Under normal circumstances, dropping a bomb on a city block and killing 11 people would at the very least make you have to pay a large sum of money to a bunch of people. But while the city paid nearly $30 million in civil lawsuits, no one was able tried criminally for what happened.

Because of this, a lot of folks think that Sambor and Fire Chief William Richmond, both of whom were sued and made to pay token amounts for the incident, literally got away with murder.

While it’s good that Goode has offered to talk to people about the aftermath of MOVE, it’s probably never going to make anyone forget what happened on May 13, 1985, and his place in it.

So no matter how angry he might get about it, the former Mayor may just have to accept the fact that everyone who comes down W. Wilson Goode Way won’t be thinking about his work with the children of inmates, his work in education, or any of the many good things he’s done since leaving the Mayor’s office.

They’ll be thinking about the fact that they’re driving down a street named for a man who watched an urban block burn to the ground.

 

SOLAR FLARES:  Response from the Philadelphia NAACP president Rodney Muhammad about the Goode street renaming

Dear Members of City Council and the City:

We are writing now to appeal to the heart of every member of City Council. Honoring former Mayor W. Wilson Goode, I’m sure looks harmless on the surface. Nevertheless, as we hear cries from pain felt by many who cannot separate the honoring one as dishonoring the lives of others, lives lost, mind you, under the Goode administration. The people’s outrage is justifiable, creditable, legitimate and rational.

Certainly, the former Mayor has been honored numerous times since serving as Mayor and each ceremony to my knowledge, went without protest. Why this time? Why now? Because once the former Mayor is lifted by the City he once governed, it devalues the lives of those lost under the government he served over. The members of MOVE that died that horrible day in such a inhumane fashion were citizens of our city and members of the human family.

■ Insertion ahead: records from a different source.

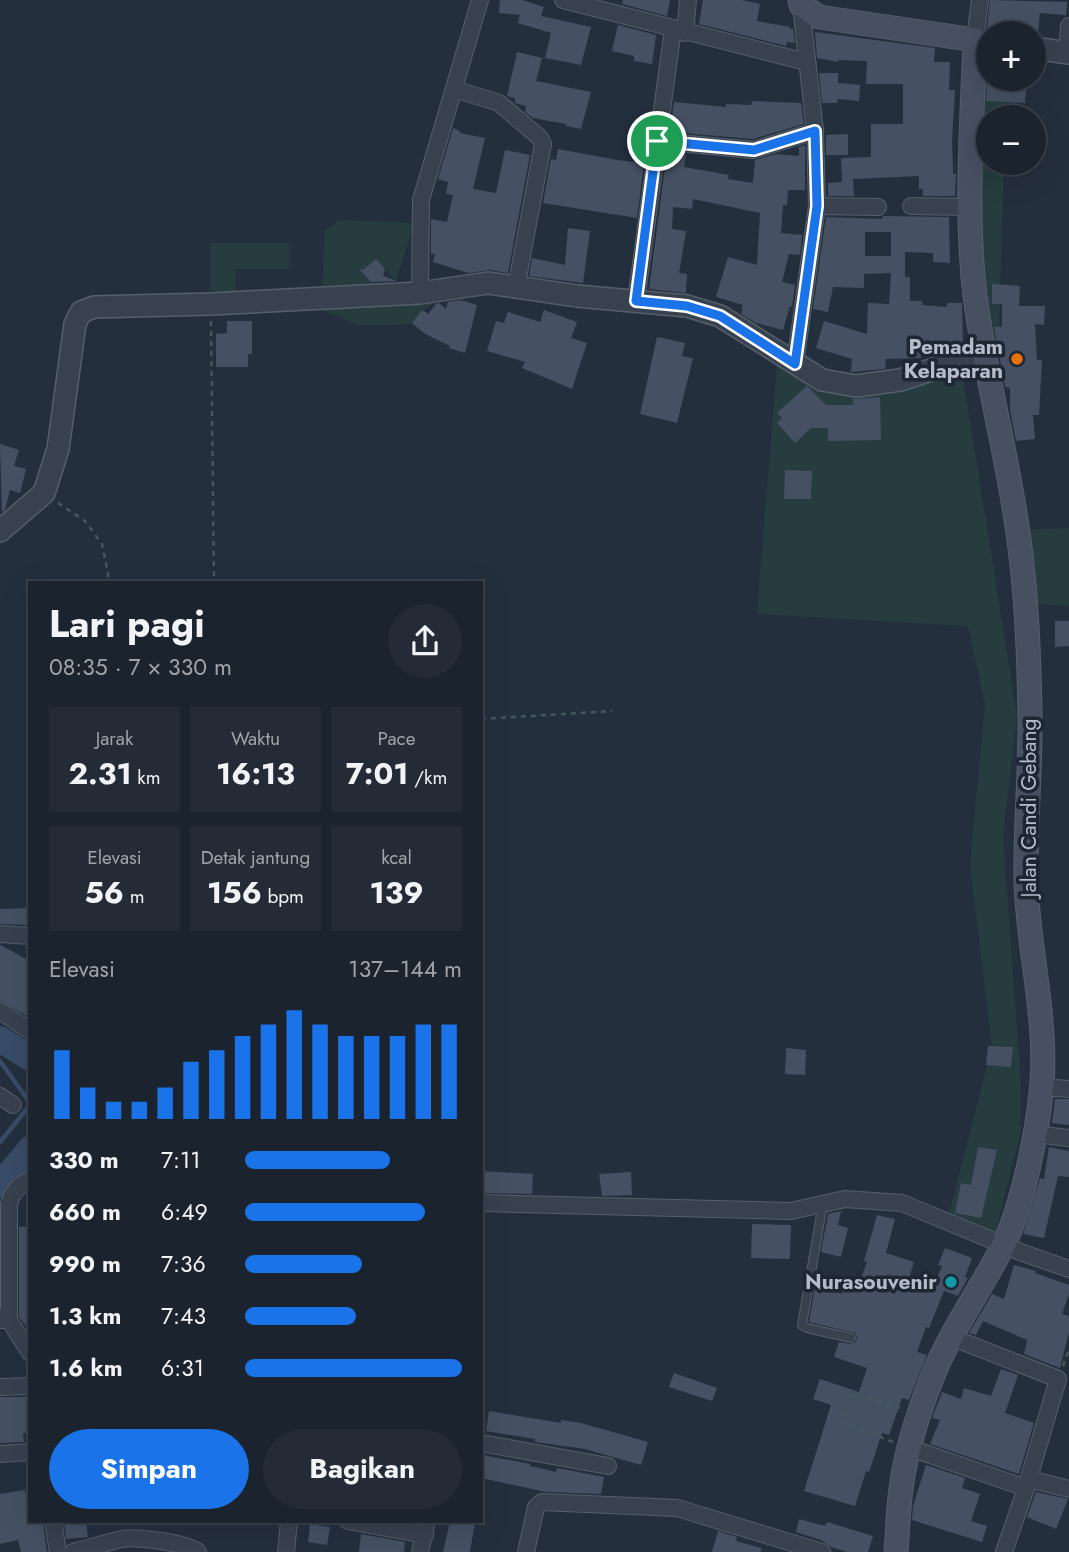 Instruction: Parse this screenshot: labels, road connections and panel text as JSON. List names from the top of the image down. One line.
{"streets":{"main road":["Jalan Candi Gebang"]},"places":["Pemadam Kelaparan","Nurasouvenir"],"page":{"map_buttons":["+","−"],"heading":["Lari pagi","08:35 · 7 × 330 m"],"stats":[["Jarak","2.31 km"],["Waktu","16:13"],["Pace","7:01 /km"],["Elevasi","56 m"],["Detak jantung","156 bpm"],["kcal","139"]],"chart":["Elevasi","137–144 m"],"list":[{"name":"330 m","note":"7:11"},{"name":"660 m","note":"6:49"},{"name":"990 m","note":"7:36"},{"name":"1.3 km","note":"7:43"},{"name":"1.6 km","note":"6:31"}],"buttons":["Simpan","Bagikan"]}} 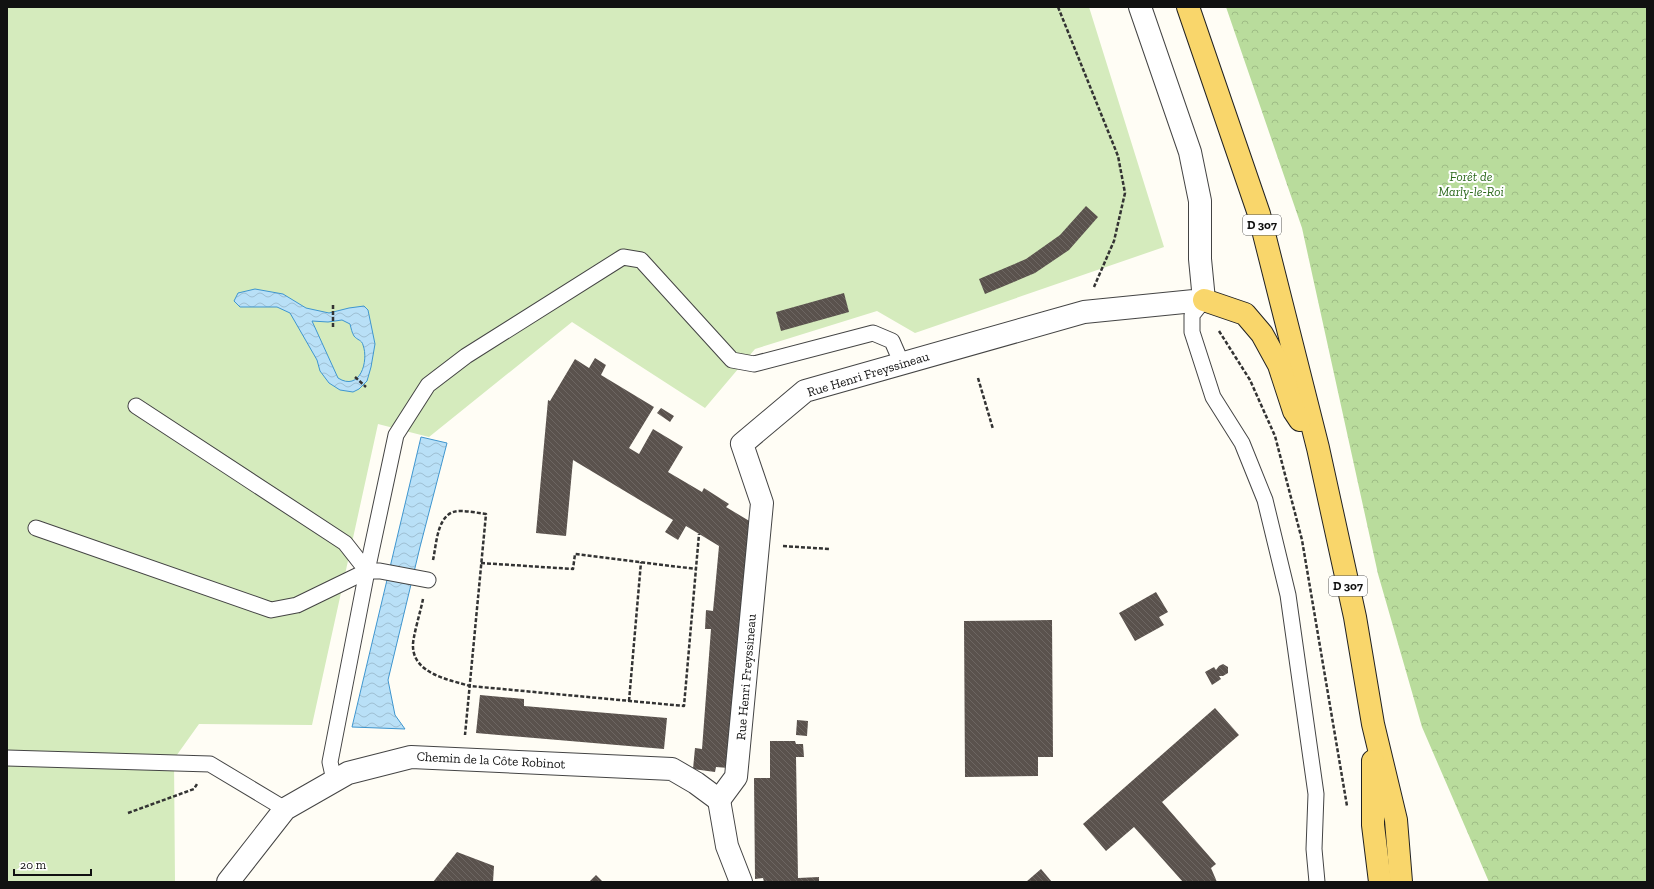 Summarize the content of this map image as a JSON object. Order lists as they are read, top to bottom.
{
  "streets": {
    "main road": ["D 307"],
    "street": ["Rue Henri Freyssineau", "Chemin de la Côte Robinot"]
  },
  "crossings": [
    ["Rue Henri Freyssineau", "Chemin de la Côte Robinot"]
  ],
  "parks": ["Forêt de Marly-le-Roi"],
  "scale_bar": "20 m"
}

There is no way to disassociate a chief executive officer of the city from his appointees nor their actions. The Mayor is the face of their administration and unfortunately bears the weight of the actions of that administration. Celebrating the former Mayor at the city level celebrates the scope of his tenure and the administration he shaped. Failure to pull this legislation compounds the problem, further opens the wound and takes from those that died, their worth.

Min. Rodney Muhammad
(Photo credit Martin Regusters)

Our appeal is a call for legislation that will reverse what has happened, like civil rights gains rolled back. This will take great courage to right a wrong. Our stand is not against Wilson Goode but a strong stand for John Africa and the MOVE family who are not here to stand for themselves.